(Saved entries)
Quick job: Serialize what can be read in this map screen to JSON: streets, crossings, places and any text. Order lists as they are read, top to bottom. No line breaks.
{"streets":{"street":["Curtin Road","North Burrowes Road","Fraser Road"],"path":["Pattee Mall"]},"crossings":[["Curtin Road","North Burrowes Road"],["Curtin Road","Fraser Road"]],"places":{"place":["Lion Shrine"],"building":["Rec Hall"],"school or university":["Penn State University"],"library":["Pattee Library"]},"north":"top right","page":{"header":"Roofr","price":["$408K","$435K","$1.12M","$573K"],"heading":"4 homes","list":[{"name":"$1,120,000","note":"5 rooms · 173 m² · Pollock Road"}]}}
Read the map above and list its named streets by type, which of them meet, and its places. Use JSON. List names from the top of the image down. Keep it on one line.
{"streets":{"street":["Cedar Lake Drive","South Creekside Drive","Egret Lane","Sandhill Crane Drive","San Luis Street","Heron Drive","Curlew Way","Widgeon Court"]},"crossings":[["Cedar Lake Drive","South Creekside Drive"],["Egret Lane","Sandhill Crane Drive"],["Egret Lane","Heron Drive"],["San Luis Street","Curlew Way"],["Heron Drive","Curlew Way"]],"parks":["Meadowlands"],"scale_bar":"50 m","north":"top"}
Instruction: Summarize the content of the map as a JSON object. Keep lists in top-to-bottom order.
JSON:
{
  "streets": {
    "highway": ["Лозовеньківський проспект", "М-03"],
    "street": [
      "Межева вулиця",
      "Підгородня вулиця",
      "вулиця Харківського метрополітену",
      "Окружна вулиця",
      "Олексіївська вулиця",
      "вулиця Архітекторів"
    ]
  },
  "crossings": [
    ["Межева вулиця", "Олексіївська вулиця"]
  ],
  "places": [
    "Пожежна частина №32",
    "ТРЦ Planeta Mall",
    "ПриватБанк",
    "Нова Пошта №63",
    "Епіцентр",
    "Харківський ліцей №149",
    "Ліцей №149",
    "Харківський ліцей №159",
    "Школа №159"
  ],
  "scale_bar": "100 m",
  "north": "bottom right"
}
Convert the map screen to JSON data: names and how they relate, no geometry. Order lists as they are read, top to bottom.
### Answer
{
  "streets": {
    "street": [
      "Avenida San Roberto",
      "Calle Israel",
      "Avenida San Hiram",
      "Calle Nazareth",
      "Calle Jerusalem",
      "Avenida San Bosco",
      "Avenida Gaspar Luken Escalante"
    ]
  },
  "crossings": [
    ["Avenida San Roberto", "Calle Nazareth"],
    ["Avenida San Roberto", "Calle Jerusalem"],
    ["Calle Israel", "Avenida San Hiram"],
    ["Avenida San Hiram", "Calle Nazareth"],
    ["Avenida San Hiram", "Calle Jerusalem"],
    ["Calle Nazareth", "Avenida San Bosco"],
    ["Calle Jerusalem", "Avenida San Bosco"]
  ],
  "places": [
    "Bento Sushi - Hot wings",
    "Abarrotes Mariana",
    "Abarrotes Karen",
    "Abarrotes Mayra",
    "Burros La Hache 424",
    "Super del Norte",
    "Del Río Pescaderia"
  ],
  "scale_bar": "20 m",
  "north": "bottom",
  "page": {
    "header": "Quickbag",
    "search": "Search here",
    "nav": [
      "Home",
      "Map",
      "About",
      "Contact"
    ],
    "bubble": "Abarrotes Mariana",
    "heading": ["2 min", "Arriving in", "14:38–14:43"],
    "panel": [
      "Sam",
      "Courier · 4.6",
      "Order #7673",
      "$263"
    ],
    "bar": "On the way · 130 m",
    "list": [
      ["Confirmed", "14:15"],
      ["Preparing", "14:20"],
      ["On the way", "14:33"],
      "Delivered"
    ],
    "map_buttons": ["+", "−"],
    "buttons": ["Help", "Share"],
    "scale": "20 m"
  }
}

§ **ASSIGNMENT**:
The response has to contain every record shown above, unaltered and complete.

§ **TASK RESPONSE**:
Quick job: Serialize what can be read in this map screen to JSON: streets, crossings, places and any text. Order lists as they are read, top to bottom. No line breaks.
{"streets":{"street":["Curtin Road","North Burrowes Road","Fraser Road"],"path":["Pattee Mall"]},"crossings":[["Curtin Road","North Burrowes Road"],["Curtin Road","Fraser Road"]],"places":{"place":["Lion Shrine"],"building":["Rec Hall"],"school or university":["Penn State University"],"library":["Pattee Library"]},"north":"top right","page":{"header":"Roofr","price":["$408K","$435K","$1.12M","$573K"],"heading":"4 homes","list":[{"name":"$1,120,000","note":"5 rooms · 173 m² · Pollock Road"}]}}
Read the map above and list its named streets by type, which of them meet, and its places. Use JSON. List names from the top of the image down. Keep it on one line.
{"streets":{"street":["Cedar Lake Drive","South Creekside Drive","Egret Lane","Sandhill Crane Drive","San Luis Street","Heron Drive","Curlew Way","Widgeon Court"]},"crossings":[["Cedar Lake Drive","South Creekside Drive"],["Egret Lane","Sandhill Crane Drive"],["Egret Lane","Heron Drive"],["San Luis Street","Curlew Way"],["Heron Drive","Curlew Way"]],"parks":["Meadowlands"],"scale_bar":"50 m","north":"top"}
Instruction: Summarize the content of the map as a JSON object. Keep lists in top-to-bottom order.
JSON:
{
  "streets": {
    "highway": ["Лозовеньківський проспект", "М-03"],
    "street": [
      "Межева вулиця",
      "Підгородня вулиця",
      "вулиця Харківського метрополітену",
      "Окружна вулиця",
      "Олексіївська вулиця",
      "вулиця Архітекторів"
    ]
  },
  "crossings": [
    ["Межева вулиця", "Олексіївська вулиця"]
  ],
  "places": [
    "Пожежна частина №32",
    "ТРЦ Planeta Mall",
    "ПриватБанк",
    "Нова Пошта №63",
    "Епіцентр",
    "Харківський ліцей №149",
    "Ліцей №149",
    "Харківський ліцей №159",
    "Школа №159"
  ],
  "scale_bar": "100 m",
  "north": "bottom right"
}
Convert the map screen to JSON data: names and how they relate, no geometry. Order lists as they are read, top to bottom.
### Answer
{
  "streets": {
    "street": [
      "Avenida San Roberto",
      "Calle Israel",
      "Avenida San Hiram",
      "Calle Nazareth",
      "Calle Jerusalem",
      "Avenida San Bosco",
      "Avenida Gaspar Luken Escalante"
    ]
  },
  "crossings": [
    ["Avenida San Roberto", "Calle Nazareth"],
    ["Avenida San Roberto", "Calle Jerusalem"],
    ["Calle Israel", "Avenida San Hiram"],
    ["Avenida San Hiram", "Calle Nazareth"],
    ["Avenida San Hiram", "Calle Jerusalem"],
    ["Calle Nazareth", "Avenida San Bosco"],
    ["Calle Jerusalem", "Avenida San Bosco"]
  ],
  "places": [
    "Bento Sushi - Hot wings",
    "Abarrotes Mariana",
    "Abarrotes Karen",
    "Abarrotes Mayra",
    "Burros La Hache 424",
    "Super del Norte",
    "Del Río Pescaderia"
  ],
  "scale_bar": "20 m",
  "north": "bottom",
  "page": {
    "header": "Quickbag",
    "search": "Search here",
    "nav": [
      "Home",
      "Map",
      "About",
      "Contact"
    ],
    "bubble": "Abarrotes Mariana",
    "heading": ["2 min", "Arriving in", "14:38–14:43"],
    "panel": [
      "Sam",
      "Courier · 4.6",
      "Order #7673",
      "$263"
    ],
    "bar": "On the way · 130 m",
    "list": [
      ["Confirmed", "14:15"],
      ["Preparing", "14:20"],
      ["On the way", "14:33"],
      "Delivered"
    ],
    "map_buttons": ["+", "−"],
    "buttons": ["Help", "Share"],
    "scale": "20 m"
  }
}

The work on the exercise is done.